# Tutorial, Part I: Candidate Extraction

In this example, we'll be writing an application to extract **person-age relationships** from homemade tables, as per the [BioCreative CDR Challenge](http://www.biocreative.org/resources/corpora/biocreative-v-cdr-corpus/).  At core, we will be constructing a model to classify _person-age relation mentions_ as either true or false.  To do this, we first need a set of such candidates- in this notebook, we'll use `Snorkel` utilities to extract person candidates.

## Loading the Corpus

First, we will load and pre-process the corpus, storing it for convenience in a `Corpus` object

### Configuring a table parser

We'll start by defining an 'HTMLTableParser' class to read HTML tables.

In [1]:
%load_ext autoreload
%autoreload 2

In [2]:
from ddlite_parser import HTMLTableParser
html_parser = HTMLTableParser(path='data/diseases_table.xml')

In [3]:
from ddlite_parser import TableParser
table_parser = TableParser()

In [4]:
from ddlite_parser import Corpus
%time corpus = Corpus(html_parser, table_parser)

Parsing documents...
Parsing contexts...
CPU times: user 56.9 ms, sys: 8.23 ms, total: 65.1 ms
Wall time: 92.5 ms


In [5]:
corpus.get_docs()[0]

Document(id=0, file='diseases_table.xml', text='<html lang="en">  <table>    <tr>      <th>Disease</th>      <th>Location</th>      <th>Year</th>    </tr>    <tr>      <th>Polio</th>      <td>New York</td>      <td>1914</td>    </tr>    <tr>      <th>Chicken Pox</th>      <td>Boston</td>      <td>2001</td>    </tr>    <tr>      <th>Scurvy</th>      <td>Annapolis</td>      <td>1901</td>    </tr>    <caption>      Table 1: Infectious diseases and where to find them.    </caption>  </table>  <table>    <tr>      <th>Problem</th>      <th>Cause</th>      <th>Cost</th>    </tr>    <tr>      <th>Arthritis</th>      <td>Pokemon Go</td>      <td>Free</td>    </tr>    <tr>      <th>Yellow Fever</th>      <td>Unicorns</td>      <td>$17.75</td>    </tr>    <tr>      <th>Hypochondria</th>      <td>Fear</td>      <td>$100</td>    </tr>    <caption>      Table 2: Three ways to get sick and pay for it.    </caption>  </table></html>', attribs=None)

In [12]:
from load_dictionaries import load_disease_dictionary

# Load the disease phrase dictionary
diseases = load_disease_dictionary()
print "Loaded %s disease phrases!" % len(diseases)

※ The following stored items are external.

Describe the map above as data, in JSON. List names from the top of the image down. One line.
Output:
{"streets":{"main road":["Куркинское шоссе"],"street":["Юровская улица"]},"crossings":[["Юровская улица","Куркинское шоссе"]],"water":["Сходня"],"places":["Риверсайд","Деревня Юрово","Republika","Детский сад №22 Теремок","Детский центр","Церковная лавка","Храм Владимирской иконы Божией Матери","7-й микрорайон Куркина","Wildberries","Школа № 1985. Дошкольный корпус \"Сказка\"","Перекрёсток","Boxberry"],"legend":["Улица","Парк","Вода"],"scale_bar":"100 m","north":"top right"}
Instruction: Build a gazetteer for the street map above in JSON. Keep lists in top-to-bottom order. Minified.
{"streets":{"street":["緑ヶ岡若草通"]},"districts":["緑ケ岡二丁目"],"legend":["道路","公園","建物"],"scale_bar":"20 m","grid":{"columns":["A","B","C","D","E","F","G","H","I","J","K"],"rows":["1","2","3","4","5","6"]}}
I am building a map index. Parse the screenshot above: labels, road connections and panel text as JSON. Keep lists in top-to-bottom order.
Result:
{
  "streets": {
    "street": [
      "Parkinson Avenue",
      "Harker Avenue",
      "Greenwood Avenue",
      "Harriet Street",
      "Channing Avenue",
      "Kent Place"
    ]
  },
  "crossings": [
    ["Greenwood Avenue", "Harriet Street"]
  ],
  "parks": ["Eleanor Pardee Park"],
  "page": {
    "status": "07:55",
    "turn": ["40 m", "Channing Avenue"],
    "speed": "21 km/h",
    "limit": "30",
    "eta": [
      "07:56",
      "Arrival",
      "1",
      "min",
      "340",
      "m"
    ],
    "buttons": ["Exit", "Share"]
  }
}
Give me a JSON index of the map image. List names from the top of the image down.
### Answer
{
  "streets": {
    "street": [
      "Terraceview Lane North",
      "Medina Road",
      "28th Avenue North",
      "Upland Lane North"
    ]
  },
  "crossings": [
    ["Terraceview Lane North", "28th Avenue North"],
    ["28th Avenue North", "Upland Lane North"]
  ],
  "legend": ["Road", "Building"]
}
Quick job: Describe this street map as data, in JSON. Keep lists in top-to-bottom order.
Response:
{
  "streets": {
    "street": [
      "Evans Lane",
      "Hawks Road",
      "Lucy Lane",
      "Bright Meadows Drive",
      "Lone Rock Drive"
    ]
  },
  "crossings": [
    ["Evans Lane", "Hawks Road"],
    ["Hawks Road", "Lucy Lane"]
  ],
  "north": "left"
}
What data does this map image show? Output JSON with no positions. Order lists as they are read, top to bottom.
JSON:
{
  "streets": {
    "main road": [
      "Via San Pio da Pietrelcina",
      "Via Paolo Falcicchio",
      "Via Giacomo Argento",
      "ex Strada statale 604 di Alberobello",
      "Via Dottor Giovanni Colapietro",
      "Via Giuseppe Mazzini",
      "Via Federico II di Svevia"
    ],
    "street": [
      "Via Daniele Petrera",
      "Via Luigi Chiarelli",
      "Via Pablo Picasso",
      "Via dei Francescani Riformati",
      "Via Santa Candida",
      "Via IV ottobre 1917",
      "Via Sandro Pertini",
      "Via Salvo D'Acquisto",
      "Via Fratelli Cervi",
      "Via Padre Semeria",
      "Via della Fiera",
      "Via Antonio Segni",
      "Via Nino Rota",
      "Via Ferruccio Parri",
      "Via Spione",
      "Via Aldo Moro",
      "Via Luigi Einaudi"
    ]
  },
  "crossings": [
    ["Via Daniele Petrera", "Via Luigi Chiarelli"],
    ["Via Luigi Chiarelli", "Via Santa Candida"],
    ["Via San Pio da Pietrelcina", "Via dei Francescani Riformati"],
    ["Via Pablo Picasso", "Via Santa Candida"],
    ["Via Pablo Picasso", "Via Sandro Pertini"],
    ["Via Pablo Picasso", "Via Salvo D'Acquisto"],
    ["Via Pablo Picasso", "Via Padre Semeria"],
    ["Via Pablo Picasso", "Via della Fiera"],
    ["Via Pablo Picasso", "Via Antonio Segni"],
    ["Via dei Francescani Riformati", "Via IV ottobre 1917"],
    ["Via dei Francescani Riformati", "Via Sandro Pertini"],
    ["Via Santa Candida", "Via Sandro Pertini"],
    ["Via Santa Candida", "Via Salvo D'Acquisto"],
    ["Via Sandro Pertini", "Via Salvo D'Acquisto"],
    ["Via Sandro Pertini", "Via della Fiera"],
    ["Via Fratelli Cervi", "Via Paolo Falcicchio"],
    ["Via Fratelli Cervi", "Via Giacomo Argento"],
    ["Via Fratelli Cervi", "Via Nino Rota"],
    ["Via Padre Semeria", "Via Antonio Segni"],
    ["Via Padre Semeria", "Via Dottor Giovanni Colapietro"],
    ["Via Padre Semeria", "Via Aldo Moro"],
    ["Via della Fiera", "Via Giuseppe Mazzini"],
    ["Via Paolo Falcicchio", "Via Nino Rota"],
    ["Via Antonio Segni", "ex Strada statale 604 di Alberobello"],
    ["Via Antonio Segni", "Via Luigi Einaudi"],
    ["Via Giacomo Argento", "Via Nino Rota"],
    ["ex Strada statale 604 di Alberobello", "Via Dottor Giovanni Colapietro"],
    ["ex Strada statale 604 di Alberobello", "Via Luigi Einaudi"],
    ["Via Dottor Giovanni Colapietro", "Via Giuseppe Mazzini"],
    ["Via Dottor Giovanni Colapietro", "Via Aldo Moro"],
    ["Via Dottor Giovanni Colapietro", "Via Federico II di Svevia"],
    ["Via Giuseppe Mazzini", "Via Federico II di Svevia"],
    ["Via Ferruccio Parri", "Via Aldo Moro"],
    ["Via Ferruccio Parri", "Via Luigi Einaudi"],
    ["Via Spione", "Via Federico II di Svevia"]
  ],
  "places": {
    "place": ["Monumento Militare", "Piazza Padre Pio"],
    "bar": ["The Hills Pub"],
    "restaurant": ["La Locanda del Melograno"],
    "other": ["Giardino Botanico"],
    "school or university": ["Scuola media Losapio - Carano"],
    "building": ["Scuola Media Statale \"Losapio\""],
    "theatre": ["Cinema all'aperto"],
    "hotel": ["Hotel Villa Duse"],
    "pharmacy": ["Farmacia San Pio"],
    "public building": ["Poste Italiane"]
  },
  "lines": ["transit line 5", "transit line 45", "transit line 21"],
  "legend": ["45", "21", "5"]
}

Loaded 507899 disease phrases!


In [40]:
from ddlite_candidates import Ngrams, EntityExtractor
from ddlite_matchers import DictionaryMatch

# Define a candidate space
ngrams = Ngrams(n_max=3)

# Define a matcher
matcher = DictionaryMatch(d=diseases, longest_match_only=False)

# Define extractor
disease_extractor = EntityExtractor(ngrams, matcher)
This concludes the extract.